So this Sunday is once again Mother’s Day. At my job, many floral arrangements and packages arrived, and many visitors came to see their mom. Everyone around me is asking each other what they plan to do for their mom this weekend. I stay silent. My mom is gone. I just want this weekend to be over. I don’t want to think about Mother’s Day.
A friend of mine sent me an email, saying to write my mom a letter, even though she isn’t around to read it. So here goes…
Even after 4 years and 4 months, I still miss you so much it hurts. You were my sounding board and I miss your advice, the sound of your voice. I know life goes on, and I’m a grown woman, but sometimes I feel lost without you.
Mom, I wish I had spent more time with you. Yes, we spoke on the phone every morning on my way to work, but sometimes I didn’t really LISTEN. And why didn’t I write down your recipe for Applesauce Raison cake? I haven’t been able to duplicate it.
Mom, we always talked about going to lunch, just us girls, but we never did. I was always busy – running here and there, always busy, always thinking I had plenty of time. And then one day it was too late. You didn’t feel like going out because you were sick. Lunch is such a small thing, but I didn’t stop and pick you up. I’m so sorry.
Life is too darn short.
Recently, I asked Dad for some of your old pots and pans, beat up from many years of use. I look at those baking pans and remember the corn bread, strawberry shortcake, cinnamon rolls, etc. that you used to bake for us. To some people, they might look beat up and ready for the dumpster to some people, but for me they are full of sights and sounds, tastes and smells.
Music also brings back memories. For the longest time, I couldn’t listen to music. It made me cry. Remember how we used to parade through the house doing the baby elephant walk? You turned up the volume and my brother and I followed you through the house, all three of us bent over, swinging our “trunks”. I will never hear that song without remembering our laughter and silliness.
Sometimes when I see a butterfly or a cardinal, I think of you. Whenever I hear a cardinal’s song, I remember how you used to say, “I’m sorry Mr. Cardinal. I can’t go fishing with you today.”
And yes, the ocean is still there.
You always believed in me, even when I didn’t. Whatever I doubted something about myself, you would tell me I could do it, “Because you’re my daughter, that’s why!”

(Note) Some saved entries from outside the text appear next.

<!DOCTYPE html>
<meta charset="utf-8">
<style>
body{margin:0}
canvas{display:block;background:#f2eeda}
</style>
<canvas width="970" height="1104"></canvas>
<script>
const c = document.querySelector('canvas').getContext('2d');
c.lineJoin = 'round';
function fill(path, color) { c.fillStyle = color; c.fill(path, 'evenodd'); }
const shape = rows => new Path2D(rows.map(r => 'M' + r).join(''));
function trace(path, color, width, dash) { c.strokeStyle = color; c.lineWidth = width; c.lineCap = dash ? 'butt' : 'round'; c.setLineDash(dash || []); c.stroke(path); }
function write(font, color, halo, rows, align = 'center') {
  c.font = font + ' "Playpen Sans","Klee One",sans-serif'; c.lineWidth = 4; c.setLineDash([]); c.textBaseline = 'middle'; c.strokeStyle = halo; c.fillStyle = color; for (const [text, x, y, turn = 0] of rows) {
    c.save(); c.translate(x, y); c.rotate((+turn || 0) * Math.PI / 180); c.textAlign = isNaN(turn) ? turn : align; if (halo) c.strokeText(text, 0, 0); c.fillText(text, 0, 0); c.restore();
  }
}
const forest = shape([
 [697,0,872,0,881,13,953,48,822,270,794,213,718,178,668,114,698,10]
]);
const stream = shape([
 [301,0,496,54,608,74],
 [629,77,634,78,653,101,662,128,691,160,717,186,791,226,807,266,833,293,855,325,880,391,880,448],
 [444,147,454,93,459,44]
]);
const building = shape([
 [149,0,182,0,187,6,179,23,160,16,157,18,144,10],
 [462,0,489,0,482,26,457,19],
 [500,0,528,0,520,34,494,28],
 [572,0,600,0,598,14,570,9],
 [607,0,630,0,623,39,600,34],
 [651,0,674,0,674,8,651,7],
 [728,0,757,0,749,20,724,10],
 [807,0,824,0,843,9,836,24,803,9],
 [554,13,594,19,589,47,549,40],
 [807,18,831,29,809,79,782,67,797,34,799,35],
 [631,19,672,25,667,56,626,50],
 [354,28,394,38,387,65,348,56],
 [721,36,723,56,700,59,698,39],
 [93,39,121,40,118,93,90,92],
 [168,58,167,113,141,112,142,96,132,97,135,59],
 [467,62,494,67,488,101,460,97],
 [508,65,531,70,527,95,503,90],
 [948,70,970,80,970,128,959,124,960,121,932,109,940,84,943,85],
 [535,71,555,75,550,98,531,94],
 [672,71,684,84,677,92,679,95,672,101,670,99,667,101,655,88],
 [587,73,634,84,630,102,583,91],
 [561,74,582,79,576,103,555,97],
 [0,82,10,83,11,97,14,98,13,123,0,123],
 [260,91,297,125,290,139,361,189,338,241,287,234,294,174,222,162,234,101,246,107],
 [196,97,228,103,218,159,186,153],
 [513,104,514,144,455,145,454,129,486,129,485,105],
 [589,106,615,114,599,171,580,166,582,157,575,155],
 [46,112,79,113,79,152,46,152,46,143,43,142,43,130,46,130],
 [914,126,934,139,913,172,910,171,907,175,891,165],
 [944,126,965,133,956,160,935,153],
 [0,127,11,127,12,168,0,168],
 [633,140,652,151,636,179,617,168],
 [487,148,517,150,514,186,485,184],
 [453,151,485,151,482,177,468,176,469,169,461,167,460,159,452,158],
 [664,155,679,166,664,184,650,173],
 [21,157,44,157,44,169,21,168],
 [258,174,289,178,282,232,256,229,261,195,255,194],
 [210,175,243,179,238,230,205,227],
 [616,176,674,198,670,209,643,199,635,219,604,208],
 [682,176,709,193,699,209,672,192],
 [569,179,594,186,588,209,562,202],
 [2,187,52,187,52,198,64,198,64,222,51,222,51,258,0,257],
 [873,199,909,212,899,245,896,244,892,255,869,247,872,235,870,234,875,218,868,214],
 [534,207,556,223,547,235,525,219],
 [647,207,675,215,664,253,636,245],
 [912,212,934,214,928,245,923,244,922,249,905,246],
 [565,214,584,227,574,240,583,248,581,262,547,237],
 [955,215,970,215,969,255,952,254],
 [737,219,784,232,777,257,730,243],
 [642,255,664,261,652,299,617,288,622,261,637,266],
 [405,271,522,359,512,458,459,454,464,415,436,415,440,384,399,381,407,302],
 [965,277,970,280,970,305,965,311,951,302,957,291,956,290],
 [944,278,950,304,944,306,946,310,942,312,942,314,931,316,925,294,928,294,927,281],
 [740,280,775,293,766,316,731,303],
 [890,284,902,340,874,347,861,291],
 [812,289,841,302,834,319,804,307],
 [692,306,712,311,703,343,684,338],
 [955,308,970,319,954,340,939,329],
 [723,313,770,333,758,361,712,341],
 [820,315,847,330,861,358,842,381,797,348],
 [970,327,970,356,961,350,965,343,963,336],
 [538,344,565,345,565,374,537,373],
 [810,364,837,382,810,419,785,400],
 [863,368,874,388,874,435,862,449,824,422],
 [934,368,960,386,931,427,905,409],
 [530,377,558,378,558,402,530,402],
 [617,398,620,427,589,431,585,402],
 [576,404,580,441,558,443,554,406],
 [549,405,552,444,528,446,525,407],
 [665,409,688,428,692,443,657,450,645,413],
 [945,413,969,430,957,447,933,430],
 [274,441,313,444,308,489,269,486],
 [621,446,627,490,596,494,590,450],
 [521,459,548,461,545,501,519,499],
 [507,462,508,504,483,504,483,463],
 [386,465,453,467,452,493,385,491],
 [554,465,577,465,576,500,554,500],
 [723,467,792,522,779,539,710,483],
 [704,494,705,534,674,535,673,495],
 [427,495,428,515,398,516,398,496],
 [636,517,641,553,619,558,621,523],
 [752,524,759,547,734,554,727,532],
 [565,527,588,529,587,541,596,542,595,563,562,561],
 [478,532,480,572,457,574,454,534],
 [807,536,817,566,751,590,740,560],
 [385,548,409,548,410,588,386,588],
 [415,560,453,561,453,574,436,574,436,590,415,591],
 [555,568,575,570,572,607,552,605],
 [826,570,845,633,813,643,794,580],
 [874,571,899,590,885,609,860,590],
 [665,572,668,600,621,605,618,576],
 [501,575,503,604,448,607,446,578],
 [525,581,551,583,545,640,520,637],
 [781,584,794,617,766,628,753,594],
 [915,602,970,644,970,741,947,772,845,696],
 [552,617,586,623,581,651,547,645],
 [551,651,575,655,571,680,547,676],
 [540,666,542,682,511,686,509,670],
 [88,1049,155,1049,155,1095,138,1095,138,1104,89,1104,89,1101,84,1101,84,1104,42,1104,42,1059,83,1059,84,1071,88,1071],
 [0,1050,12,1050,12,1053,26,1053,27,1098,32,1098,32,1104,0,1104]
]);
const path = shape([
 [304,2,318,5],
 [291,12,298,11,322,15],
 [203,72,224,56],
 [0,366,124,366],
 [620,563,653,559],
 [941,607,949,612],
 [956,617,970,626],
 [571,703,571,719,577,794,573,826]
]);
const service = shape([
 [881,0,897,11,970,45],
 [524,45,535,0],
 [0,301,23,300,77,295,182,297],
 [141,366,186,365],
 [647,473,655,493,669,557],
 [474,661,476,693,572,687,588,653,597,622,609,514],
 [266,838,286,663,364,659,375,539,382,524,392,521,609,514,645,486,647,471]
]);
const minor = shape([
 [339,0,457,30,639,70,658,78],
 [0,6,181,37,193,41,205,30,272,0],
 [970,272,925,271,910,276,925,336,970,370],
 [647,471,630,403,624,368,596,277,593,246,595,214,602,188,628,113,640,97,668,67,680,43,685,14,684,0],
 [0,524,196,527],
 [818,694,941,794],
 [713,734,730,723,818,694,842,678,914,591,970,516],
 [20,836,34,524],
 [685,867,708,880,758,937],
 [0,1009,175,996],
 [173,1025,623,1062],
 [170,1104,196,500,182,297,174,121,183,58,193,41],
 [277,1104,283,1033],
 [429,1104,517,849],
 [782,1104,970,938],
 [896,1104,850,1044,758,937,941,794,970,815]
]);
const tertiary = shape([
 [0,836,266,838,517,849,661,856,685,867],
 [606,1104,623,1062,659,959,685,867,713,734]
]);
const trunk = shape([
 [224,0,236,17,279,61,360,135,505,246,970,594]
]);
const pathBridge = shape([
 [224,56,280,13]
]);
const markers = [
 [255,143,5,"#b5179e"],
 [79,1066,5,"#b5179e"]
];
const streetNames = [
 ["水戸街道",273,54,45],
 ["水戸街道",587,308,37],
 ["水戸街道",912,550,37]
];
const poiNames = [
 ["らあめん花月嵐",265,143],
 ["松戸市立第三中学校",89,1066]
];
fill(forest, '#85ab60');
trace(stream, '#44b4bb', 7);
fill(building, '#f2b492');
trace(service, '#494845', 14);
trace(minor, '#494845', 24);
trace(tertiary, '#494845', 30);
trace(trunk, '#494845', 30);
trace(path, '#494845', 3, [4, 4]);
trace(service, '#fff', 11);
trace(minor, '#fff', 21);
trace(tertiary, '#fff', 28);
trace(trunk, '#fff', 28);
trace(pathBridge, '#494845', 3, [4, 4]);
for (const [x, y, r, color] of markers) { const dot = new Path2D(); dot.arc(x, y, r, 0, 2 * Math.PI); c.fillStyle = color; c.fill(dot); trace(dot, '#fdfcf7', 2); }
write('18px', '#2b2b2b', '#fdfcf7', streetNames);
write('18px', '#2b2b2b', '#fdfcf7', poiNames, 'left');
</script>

Mom, I wish we could chat for one more time. We’d listen to your favorite music and I’d get those favorite recipes from you. I’d inhale your perfume, because it doesn’t smell the same on me as it did on you. I’d kiss your cheek and give you a giant hug. I’d buy you that taco, or take you to Ireland, or run away with you to Albuquerque.
Or just sit on the back porch with you and eat some ice cream.
So many things in life remind me of you. But then, you gave me life. You taught me how to love music, that family was important. You showed me how to appreciate the stillness and power of nature, and to reach for the stars. Thank you, Mom. Thank you for all you’ve given me. Happy Mother’s Day. I love you and miss you.